The method applied by the sequence of FIG. 23 assumes that XHTML web interface pages are coded in a nested way so that configuration options are grouped together and that other semantic elements have a lower level in such a way that the document structure enables the use of element level to decide which entries to combine together (here labels are placed within “divs”, and “h2” elements are placed outside the “div”). Although evolution of HTML towards XML leads to elements that can be declared in such nested way, this may however not always be the case, since it is not required to make the web interface functional. To overcome limitations whereby element level could not be used as a differentiator, a predefined list defining the relative content hierarchy may be used to weight the actual element level. An example of a relative content hierarchy is provided in the following table:

TABLE 18
Weight HTML tags
1      Meta, title
2      H1
3      H2
4      H3
5      H4
6      H5
7      H6
8      Label, span, p

An example of application of such a relative content hierarchy is provided with the following source code:

<h1>NETWORK ADDRESSES</h1>
<label>gateway</label><input type=″input″ name=″option1″/>
<h1>MONITORING</h1>
<label>SNMP server address</label><input type=″input″
name=″option2″/>

Processing of the above source code with a weighted level provides the following query table QUT:

TABLE 19
Entry ID	Level	Weighted level	OBJ ID	OBJ Value
1	3	5 (3 + 2)	keyword	Network address
2	3	11 (3 + 8)	keyword	gateway
3	3	5 (3 + 2)	keyword	monitoring
4	3	11 (3 + 8)	keyword	SNMP server address

By relying on the mere level, the method as described above would result in four separate queries from entries 1, 2, 3, and 4. By calculating and using a weighted level, the method now produces 2 queries with combined entries 1,2 and 3,4.

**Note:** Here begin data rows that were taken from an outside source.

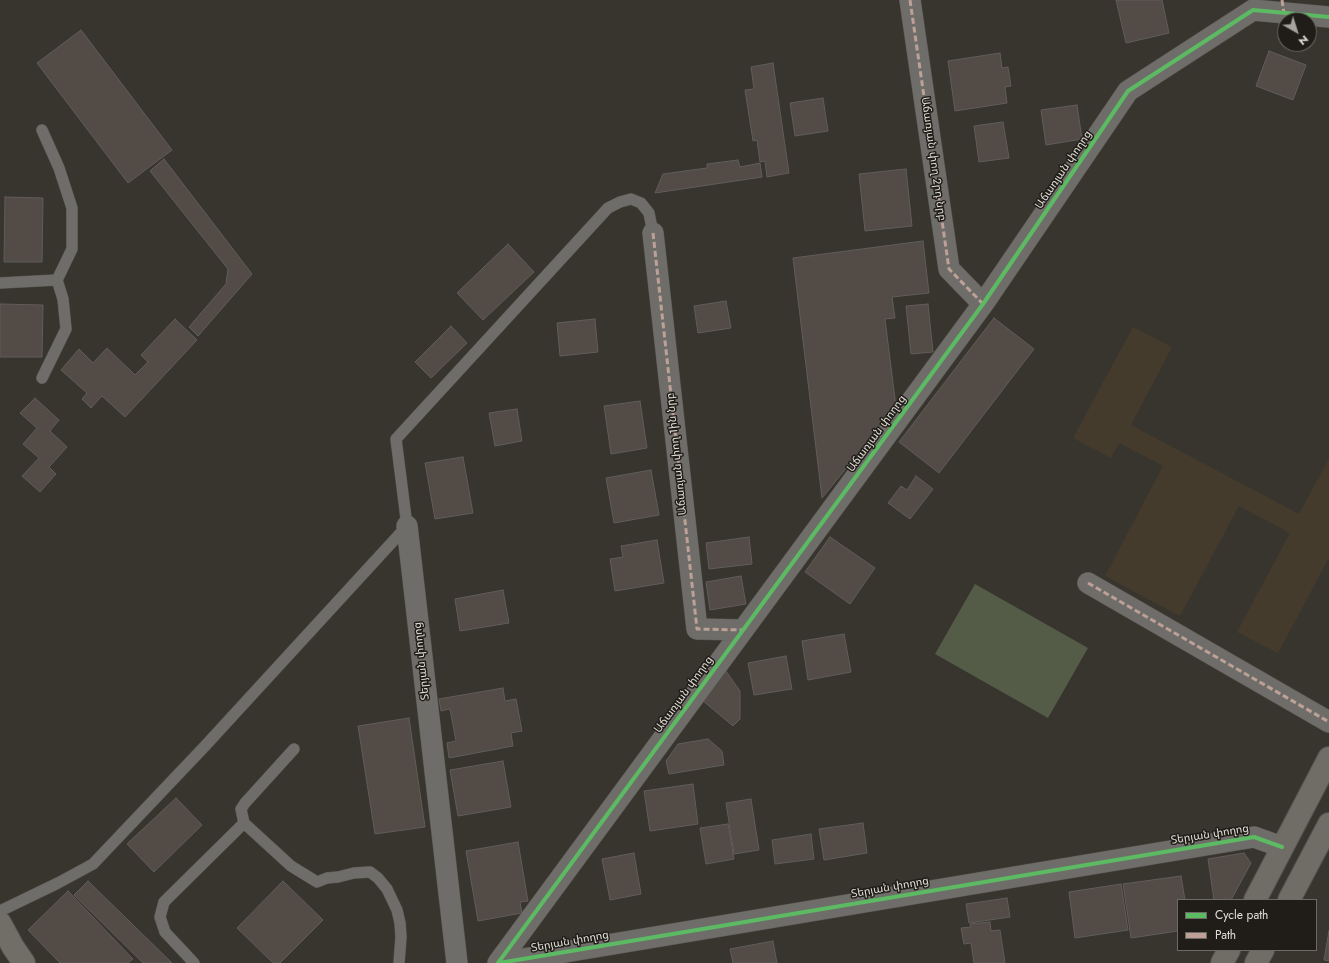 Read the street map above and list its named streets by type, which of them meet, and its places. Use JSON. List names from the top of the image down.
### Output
{
  "streets": {
    "street": [
      "Աճառյան փող 2րդ նրբ",
      "Աճառյան փողոց",
      "Աճառյան փող 1ին նրբ",
      "Տերյան փողոց"
    ]
  },
  "crossings": [
    ["Աճառյան փող 2րդ նրբ", "Աճառյան փողոց"],
    ["Աճառյան փողոց", "Աճառյան փող 1ին նրբ"],
    ["Աճառյան փողոց", "Տերյան փողոց"]
  ],
  "legend": ["Cycle path", "Path"],
  "north": "bottom right"
}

FIG. 24 is a flowchart of a sequence of steps S150 to S155 provided for retrieving and processing a result page supplied by a database SBD (step S40 in FIG. 6). This procedure resumes when the controlled browser CWB has finished loading the data obtained following the last object function call. At step S150, the response from the queried database SDB are received by browser CWB. The response may be received in various formats, such as a XHTML page, should the search be submitted using an HTML form, or a JSON-encoded string should the search be submitted using an AJAX call. Regardless of the method used to submit the search, the response is retrieved from browser CWB only when the last element function call is complete, and obtained from the browser CWB document object model to ensure the response is available in its XHTML form. The response being retrieved in its XHTML form, it could be sent to component BPI and displayed as such inside browser WBR user interface.

However the response is further processed to determine whether it contains any results. Moreover, displaying the response as received would create the following usability problem: to be used concurrently while operating on the network device, component BPI user interface only occupies a portion of the display window of browser WBR. Database web interfaces are usually designed to be accessed in a browser window opened in full screen in order to make optimum use of the available space. Consequently displaying the database response in a smaller area such as display area 2 in FIG. 26 (further described below) would not be practical for users who would be required to scroll horizontally and vertically within the result area to visualize the entire response. Finally, processing the response enables for additional features such as filtering or grouping of results to be implemented inside the BPI user interface.

Something may go wrong between the moment the action is performed, that is the last object function call (step S39-S85-), and the moment a response is received from the queried database (step S40), for instance a HTTP server error response code is returned, or a connectivity issue causes the action to timeout. In such a case, module EVTM should not continue with processing the response. Besides, if a query table QUT was created during step S76, steps S150-S155 are repeated for every entry in table QUT.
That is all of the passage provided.